§ **ACTIVITY**
When a line in the entries contains the word "fillPath", copy that line in full.

>>

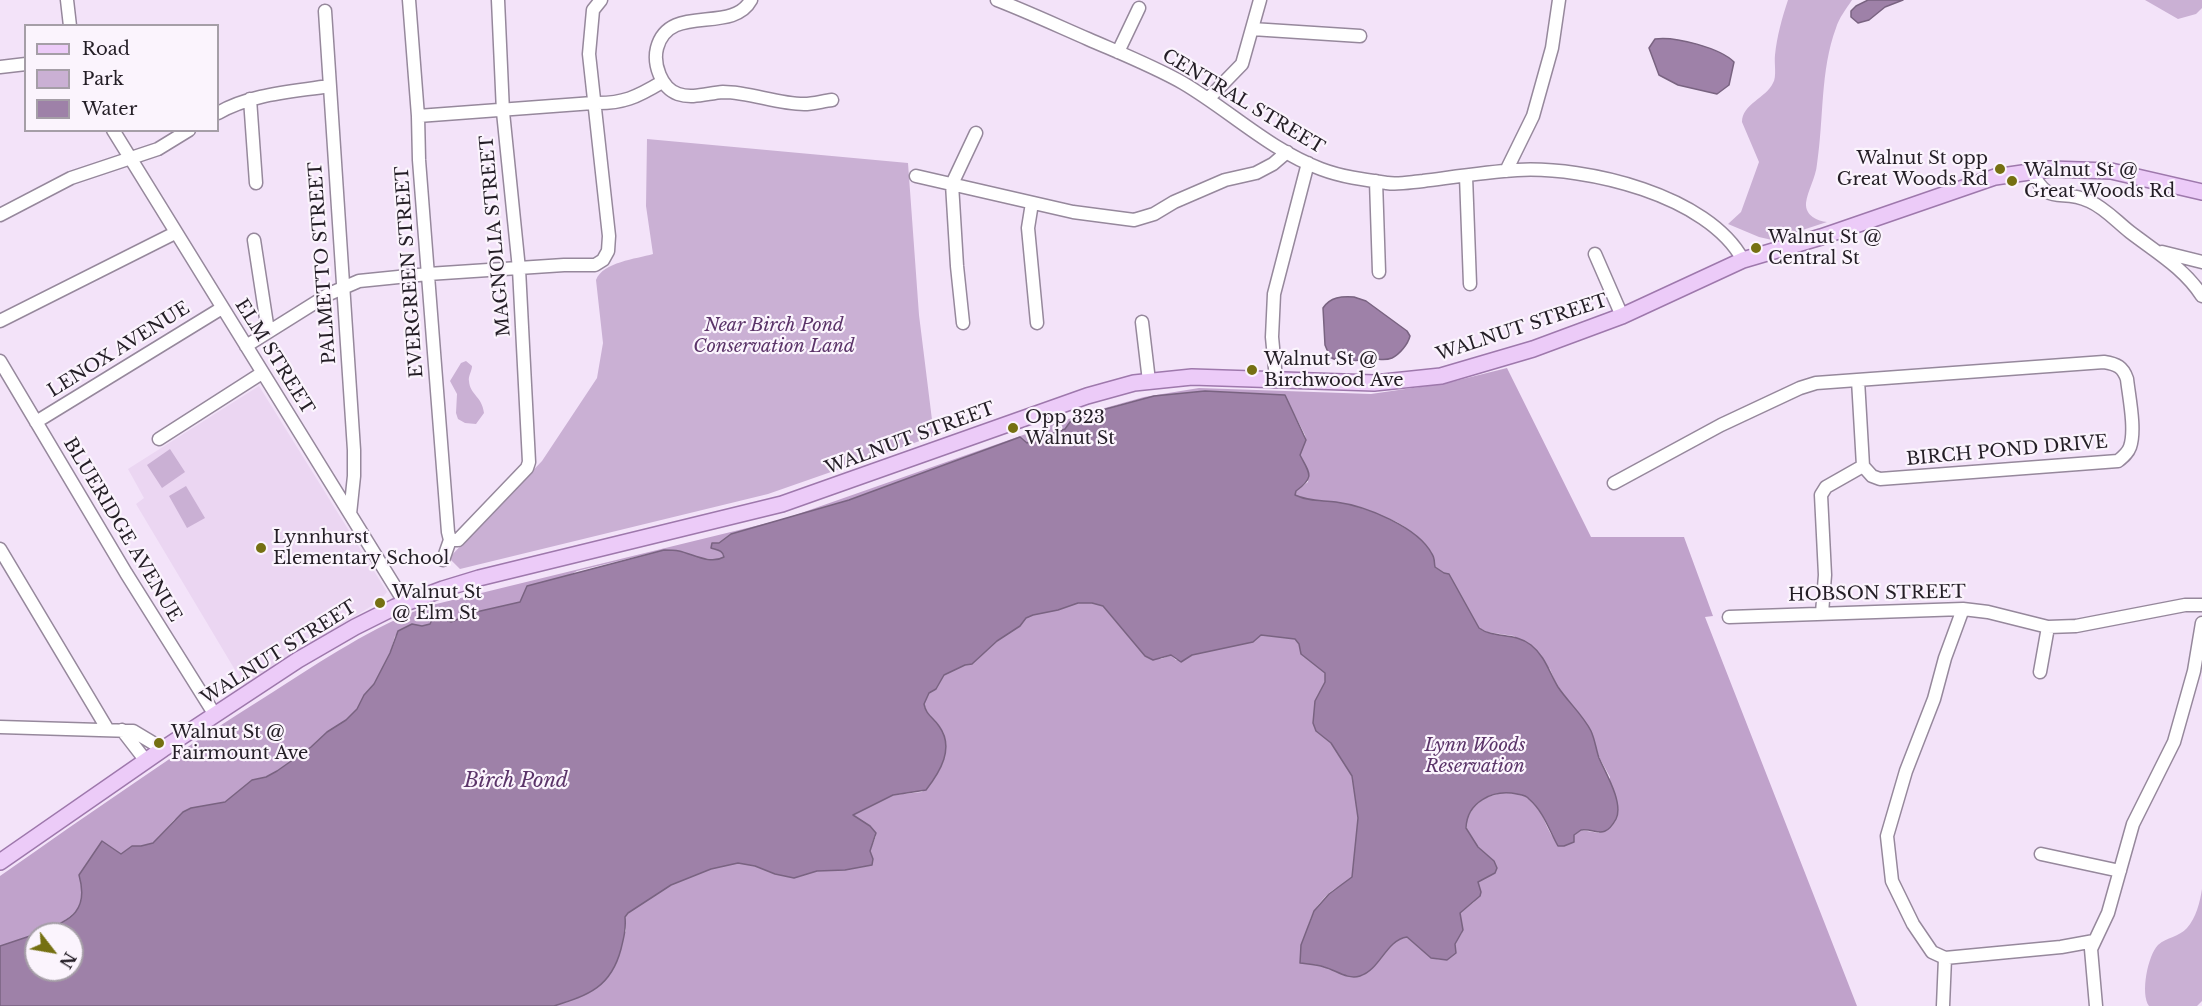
<!DOCTYPE html>
<style>
body{margin:0}
#map{position:relative;width:2202px;height:1006px;overflow:hidden;background:#f3e3f9;font-family:"Libre Baskerville",serif}
canvas{display:block}
.legend{position:absolute;left:24px;top:24px;width:195px;height:108px;box-sizing:border-box;background:#fbf4fd;border:2px solid #a59ea7;margin:0;padding:8px 10px;list-style:none;font-size:18px;color:#241e26}
.legend li{display:flex;align-items:center;gap:12px;height:30px}
.legend b{width:30px;border:2px solid #a59ea7}
.north{position:absolute;left:24px;top:922px;width:60px;height:60px;box-sizing:border-box;background:#fbf4fd;border:2px solid #a59ea7;border-radius:50%;rotate:121deg;font-size:16px;font-weight:700;line-height:24px;text-align:center;color:#241e26}
.north::after{content:'';display:block;margin:auto;width:21px;height:27px;background:#757012;clip-path:polygon(50% 0,100% 100%,50% 72%,0 100%)}
</style>
<div id="map">
<canvas width="2202" height="1006"></canvas>
<ul class="legend">
<li><b style="height:8px;background:#eccbf8"></b>Road</li>
<li><b style="height:16px;background:#cab0d4"></b>Park</li>
<li><b style="height:16px;background:#9e81a8"></b>Water</li>
</ul>
<div class="north">N</div>
</div>
<script>
const ctx = document.querySelector('canvas').getContext('2d');
ctx.lineJoin = 'round';
function fillPath(path, color) {
  ctx.fillStyle = color;
  ctx.fill(path, 'evenodd');
}
function stroke(path, color, width, dash) {
  ctx.strokeStyle = color;
  ctx.lineWidth = width;
  ctx.lineCap = dash ? 'butt' : 'round';
  ctx.setLineDash(dash || []);
  ctx.stroke(path);
}
function drawText(font, color, halo, rows, align = 'center') {
  ctx.font = font + ' "Libre Baskerville",serif';
  ctx.lineWidth = 4.5;
  ctx.setLineDash([]);
  ctx.textBaseline = 'middle';
  ctx.strokeStyle = halo;
  ctx.fillStyle = color;
  for (const [text, x, y, turn = 0] of rows) {
    ctx.save();
    ctx.translate(x, y);
    ctx.rotate((+turn || 0) * Math.PI / 180);
    ctx.textAlign = isNaN(turn) ? turn : align;
    if (halo) ctx.strokeText(text, 0, 0);
    ctx.fillText(text, 0, 0);
    ctx.restore();
  }
}
const built = new Path2D(`
 M 259,386 L 387,592 L 378,602 L 244,685 L 136,504 L 144,498 L 128,469 Z`);
const green = new Path2D(`
 M 1788,0 L 1852,0 C 1846,9 1839,18 1836,28 C 1820,71 1824,119 1817,164 C 1816,177 1807,192 1806,203 C 1805,216 1818,221 1827,222 L 1772,240 L 1759,237 L 1728,224 L 1741,212 L 1759,162 L 1742,122 C 1742,104 1766,98 1773,83 C 1777,77 1774,63 1775,55 C 1777,36 1782,18 1788,0 Z
 M 2145,0 L 2202,0 L 2202,8 L 2196,14 L 2178,19 Z
 M 647,139 L 908,163 L 919,315 L 934,436 L 768,494 L 460,569 L 449,558 L 542,461 L 597,378 L 603,343 L 596,280 C 603,262 636,259 653,254 L 646,206 Z
 M 466,361 L 472,366 C 472,371 468,376 469,381 C 470,395 482,396 484,413 L 476,424 L 465,423 L 458,419 L 456,413 L 457,394 L 450,381 L 461,363 Z
 M 170,449 L 185,472 L 162,488 L 147,465 Z
 M 186,486 L 205,518 L 187,528 L 169,496 Z
 M 2202,889 L 2202,1001 L 2197,1006 L 2149,1006 C 2140,994 2148,955 2158,945 C 2167,937 2179,937 2187,928 C 2196,918 2200,902 2202,889 Z`);
const forest = new Path2D(`
 M 1507,368 L 1591,537 L 1684,537 L 1713,616 L 1705,617 L 1857,1006 L 554,1006 L 567,1002 L 626,931 L 625,917 L 631,910 L 657,892 L 692,875 L 711,869 L 738,863 L 755,866 L 775,874 L 794,878 L 817,871 L 845,870 L 873,859 L 870,851 L 876,836 L 870,826 L 852,815 L 893,795 L 922,792 C 936,777 949,762 944,741 C 943,737 942,731 940,727 C 934,717 927,717 924,703 L 929,693 L 936,689 L 944,675 L 965,665 L 972,664 L 997,641 L 1020,626 L 1026,618 L 1033,615 L 1058,610 L 1078,603 L 1092,603 L 1103,606 L 1117,623 L 1161,659 L 1171,655 L 1176,660 L 1187,658 L 1192,655 L 1253,642 L 1261,635 L 1295,639 L 1299,644 L 1301,654 L 1325,673 L 1325,682 L 1315,701 L 1314,716 L 1316,731 L 1331,743 L 1352,776 L 1358,818 L 1352,877 C 1345,885 1337,886 1329,893 C 1303,918 1309,932 1301,962 C 1308,964 1317,964 1324,967 C 1336,970 1347,980 1360,976 C 1380,969 1386,940 1407,937 L 1431,958 L 1442,960 L 1462,933 L 1460,913 L 1474,902 L 1481,892 L 1478,882 L 1495,873 L 1494,861 C 1484,852 1472,843 1467,829 C 1465,823 1468,817 1471,812 C 1481,794 1506,789 1524,796 C 1541,802 1544,825 1553,837 C 1556,840 1561,843 1564,846 L 1573,842 L 1574,835 L 1581,830 L 1599,833 L 1610,777 L 1600,759 L 1590,730 L 1557,686 L 1550,669 L 1514,636 L 1487,632 L 1479,628 L 1449,574 L 1444,573 L 1435,567 L 1434,559 L 1405,527 L 1397,522 L 1360,507 L 1336,502 L 1312,501 L 1295,495 L 1296,491 L 1308,482 L 1309,473 L 1300,455 L 1306,440 L 1305,435 L 1285,396 L 1205,391 L 1154,396 L 1115,406 L 1070,422 L 1066,429 L 1027,443 L 1020,437 L 849,500 L 731,534 L 719,543 L 724,557 L 719,560 L 693,557 L 680,551 L 664,550 L 577,571 L 521,602 L 476,612 L 451,622 L 422,626 L 412,624 L 395,636 L 390,653 L 374,684 L 364,695 L 357,709 L 346,720 L 327,732 L 311,747 L 277,771 L 266,777 L 252,780 L 225,802 L 191,808 L 174,820 L 153,843 L 141,846 L 132,846 L 121,854 L 102,841 L 79,875 C 81,885 85,893 81,903 C 72,925 22,940 0,946 L 0,876 C 90,813 180,750 273,692 C 323,660 372,627 428,606 L 784,519 L 1080,415 L 1144,397 L 1199,388 L 1371,394 L 1447,383 Z`);
const water = new Path2D(`
 M 1868,0 L 1903,0 L 1885,7 L 1869,20 L 1858,23 L 1851,17 L 1851,11 L 1856,6 Z
 M 1655,39 C 1675,36 1720,48 1734,62 L 1729,85 L 1717,94 L 1678,85 L 1659,75 L 1649,48 Z
 M 1354,297 L 1366,301 L 1407,331 L 1410,336 C 1408,344 1400,354 1392,358 C 1385,361 1380,359 1373,359 C 1359,359 1343,365 1330,357 L 1325,345 L 1323,308 C 1330,297 1342,296 1354,297 Z
 M 1205,391 L 1285,395 L 1306,440 L 1300,455 C 1310,474 1315,477 1296,491 L 1295,495 C 1310,502 1322,500 1336,502 C 1366,506 1418,527 1432,554 C 1435,558 1434,563 1435,567 L 1444,573 L 1449,574 L 1479,628 C 1494,639 1515,632 1531,645 C 1545,656 1549,672 1558,687 C 1568,702 1583,715 1591,731 C 1595,740 1596,749 1599,758 C 1605,772 1624,803 1616,819 C 1604,841 1596,828 1581,830 L 1574,835 L 1574,842 L 1564,846 L 1558,846 C 1549,830 1544,812 1529,799 C 1526,795 1521,795 1517,794 C 1493,789 1467,802 1466,828 L 1478,847 L 1494,861 L 1497,868 L 1495,873 L 1478,882 L 1481,892 L 1480,896 L 1460,913 L 1463,930 L 1455,944 L 1456,953 L 1447,960 L 1431,958 L 1407,937 C 1386,940 1380,970 1360,976 C 1347,980 1336,970 1324,967 C 1317,964 1308,964 1300,963 L 1301,945 L 1314,911 L 1329,894 L 1352,877 L 1358,818 L 1352,776 L 1331,743 L 1316,731 L 1313,723 L 1315,701 L 1325,682 L 1325,673 L 1301,654 L 1299,644 L 1295,639 L 1261,635 L 1253,642 L 1192,655 L 1181,662 L 1171,655 L 1153,660 L 1145,656 L 1103,606 L 1092,603 L 1078,603 L 1058,610 L 1033,615 L 1026,618 L 1020,626 L 997,641 L 972,664 L 965,665 L 944,675 L 936,689 L 929,693 L 924,704 C 926,715 933,717 939,726 C 955,748 940,772 926,790 L 893,795 L 853,815 L 870,826 L 876,833 L 870,851 L 873,859 L 872,865 L 845,870 L 817,871 L 794,878 L 775,874 L 755,866 L 738,863 L 711,869 L 671,885 L 628,913 L 625,917 C 626,929 624,937 621,949 C 611,987 589,995 554,1006 L 0,1006 L 0,946 L 36,934 L 36,970 L 72,970 L 72,934 L 37,934 C 68,920 90,914 79,875 L 102,841 L 121,854 L 132,846 L 141,846 L 153,843 L 183,812 L 191,808 L 225,802 L 252,780 L 266,777 L 277,771 L 311,747 L 327,732 L 346,720 L 357,709 L 364,695 L 374,684 L 390,653 L 398,631 L 412,624 L 422,626 L 430,624 L 435,613 L 451,622 L 476,612 L 520,602 L 527,586 L 664,550 C 668,550 674,550 679,551 C 693,554 710,565 724,557 C 723,550 717,550 711,548 L 712,543 L 719,543 L 731,534 L 849,500 L 1020,437 L 1027,443 L 1065,429 L 1070,422 L 1080,416 L 1154,396 Z`);
const minor = new Path2D(`
 M 67,0 L 70,26
 M 409,0 L 418,116 L 419,160 L 448,532 L 450,540
 M 751,0 C 732,35 669,2 657,48 C 653,64 661,88 678,94 C 693,99 708,93 723,92 C 750,92 777,104 804,104 C 813,104 823,101 832,100
 M 997,0 C 1028,12 1058,26 1088,39 C 1120,53 1153,66 1183,83 C 1229,110 1270,150 1321,169 C 1342,177 1365,180 1387,183 C 1398,185 1411,182 1423,181 C 1454,177 1486,172 1517,170 C 1586,166 1708,195 1743,260
 M 325,11 L 354,450 L 354,476 L 350,514
 M 1252,29 L 1360,36
 M 1118,52 L 1139,8
 M 0,67 L 26,64
 M 250,99 L 256,183
 M 1208,99 L 1242,64 L 1260,0
 M 218,113 C 251,94 291,92 329,86
 M 418,116 L 593,103 C 623,104 637,97 662,82
 M 113,130 L 405,603
 M 1506,171 L 1533,116 L 1552,48 L 1559,0
 M 2032,172 C 2050,208 2060,187 2089,201 C 2105,208 2116,221 2130,232 C 2156,252 2184,268 2202,296
 M 916,176 L 1073,212 L 1134,220 L 1154,214 L 1174,202 L 1225,180 L 1256,173 L 1273,164 L 1287,152
 M 1466,176 L 1470,284
 M 1376,181 L 1379,272
 M 1032,203 L 1028,228 L 1037,323
 M 0,215 L 71,178 L 158,149 L 189,130
 M 254,240 L 268,331
 M 2162,252 L 2202,262
 M 1595,254 L 1622,316
 M 0,321 L 175,233
 M 1142,322 L 1149,381
 M 963,323 L 957,266 L 952,184 L 976,133
 M 246,346 L 329,294 L 359,281 L 428,274 L 564,265 L 595,265 L 603,260 L 608,251 L 609,236 L 589,54 L 593,10 L 601,0
 M 0,361 L 126,573 L 215,715
 M 1276,379 L 1272,337 L 1274,294 L 1308,163
 M 1858,380 L 1863,466
 M 36,422 L 222,308
 M 159,439 L 262,373
 M 1614,483 L 1721,425 L 1800,388 L 1816,383 L 2104,362 C 2117,364 2123,367 2127,379 C 2129,397 2136,430 2130,447 C 2128,453 2123,457 2118,461 L 1880,479 L 1872,476 L 1863,466
 M 0,549 L 108,730
 M 443,560 L 450,540 L 458,540 L 527,468 L 529,462 L 519,269 L 503,112 L 498,0
 M 1963,609 L 1945,658 L 1934,699 L 1906,771 L 1887,836 L 1892,881 L 1913,924 L 1932,952 L 1945,958 L 2061,947 L 2094,941
 M 1822,613 L 1825,575 L 1821,495 L 1826,487 L 1863,466
 M 1729,617 L 1963,609 L 1988,612 L 2048,627 L 2076,626 L 2185,605 L 2202,605
 M 2040,672 L 2048,627
 M 0,727 L 133,731 L 163,749
 M 122,730 L 146,761
 M 2041,854 L 2120,871
 M 1943,1006 L 1945,958
 M 2096,1006 L 2091,949 L 2108,913 L 2133,824 L 2174,742 L 2194,671 L 2202,623`);
const major = new Path2D(`
 M 0,862 L 163,749 L 298,660 L 355,627 L 395,607 L 443,589 L 479,578 L 782,504 L 1087,396 L 1134,383 L 1192,377 L 1374,383 L 1441,376 L 1533,349 L 1622,316 L 1743,260 L 1821,237 L 1995,177 L 2050,169 L 2111,171 L 2202,192`);
const markers = [
 [2000,169,6,"#757012"],
 [2012,181,6,"#757012"],
 [1756,248,6,"#757012"],
 [1252,370,6,"#757012"],
 [1013,428,6,"#757012"],
 [261,548,6,"#757012"],
 [380,603,6,"#757012"],
 [159,743,6,"#757012"]
];
const streetNames = [
 ["CENTRAL STREET",1243,102,31],
 ["MAGNOLIA STREET",496,236,-95],
 ["PALMETTO STREET",323,263,-94],
 ["EVERGREEN STREET",410,272,-94],
 ["WALNUT STREET",1522,328,-18],
 ["LENOX AVENUE",119,350,-32],
 ["ELM STREET",274,357,58],
 ["WALNUT STREET",910,439,-20],
 ["BIRCH POND DRIVE",2007,451,-5],
 ["BLUERIDGE AVENUE",122,530,59],
 ["HOBSON STREET",1877,594,-1],
 ["WALNUT STREET",279,653,-32]
];
const poiNames = [
 ["Walnut St opp",1988,159,"right"],
 ["Great Woods Rd",1988,180,"right"],
 ["Walnut St @",2024,171],
 ["Great Woods Rd",2024,192],
 ["Walnut St @",1768,238],
 ["Central St",1768,259],
 ["Walnut St @",1264,360],
 ["Birchwood Ave",1264,381],
 ["Opp 323",1025,418],
 ["Walnut St",1025,439],
 ["Lynnhurst",273,538],
 ["Elementary School",273,559],
 ["Walnut St",392,593],
 ["@ Elm St",392,614],
 ["Walnut St @",171,733],
 ["Fairmount Ave",171,754]
];
const parkNames = [
 ["Near Birch Pond",774,326],
 ["Conservation Land",774,347],
 ["Lynn Woods",1475,746],
 ["Reservation",1475,767]
];
const waterNames = [
 ["Birch Pond",516,781]
];
fillPath(built, '#ebd6f2');
fillPath(green, '#cab0d4');
fillPath(forest, '#c0a2cb');
fillPath(water, '#9e81a8');
stroke(water, '#796381', 1.5);
stroke(minor, '#96889c', 15);
stroke(major, '#9e78ac', 18);
stroke(minor, '#fff', 12);
stroke(major, '#eccbf8', 15);
for (const [x, y, r, color] of markers) {
  const dot = new Path2D();
  dot.arc(x, y, r, 0, 2 * Math.PI);
  ctx.fillStyle = color;
  ctx.fill(dot);
  stroke(dot, '#fbf4fd', 2);
}
drawText('18px', '#241e26', '#fbf4fd', streetNames);
drawText('18px', '#241e26', '#fbf4fd', poiNames, 'left');
drawText('italic 18px', '#5b3469', '#fbf4fd', parkNames);
drawText('italic 20px', '#5b3469', '#fbf4fd', waterNames);
</script>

<<

§ **OUTPUT BELOW**
function fillPath(path, color) {
fillPath(built, '#ebd6f2');
fillPath(green, '#cab0d4');
fillPath(forest, '#c0a2cb');
fillPath(water, '#9e81a8');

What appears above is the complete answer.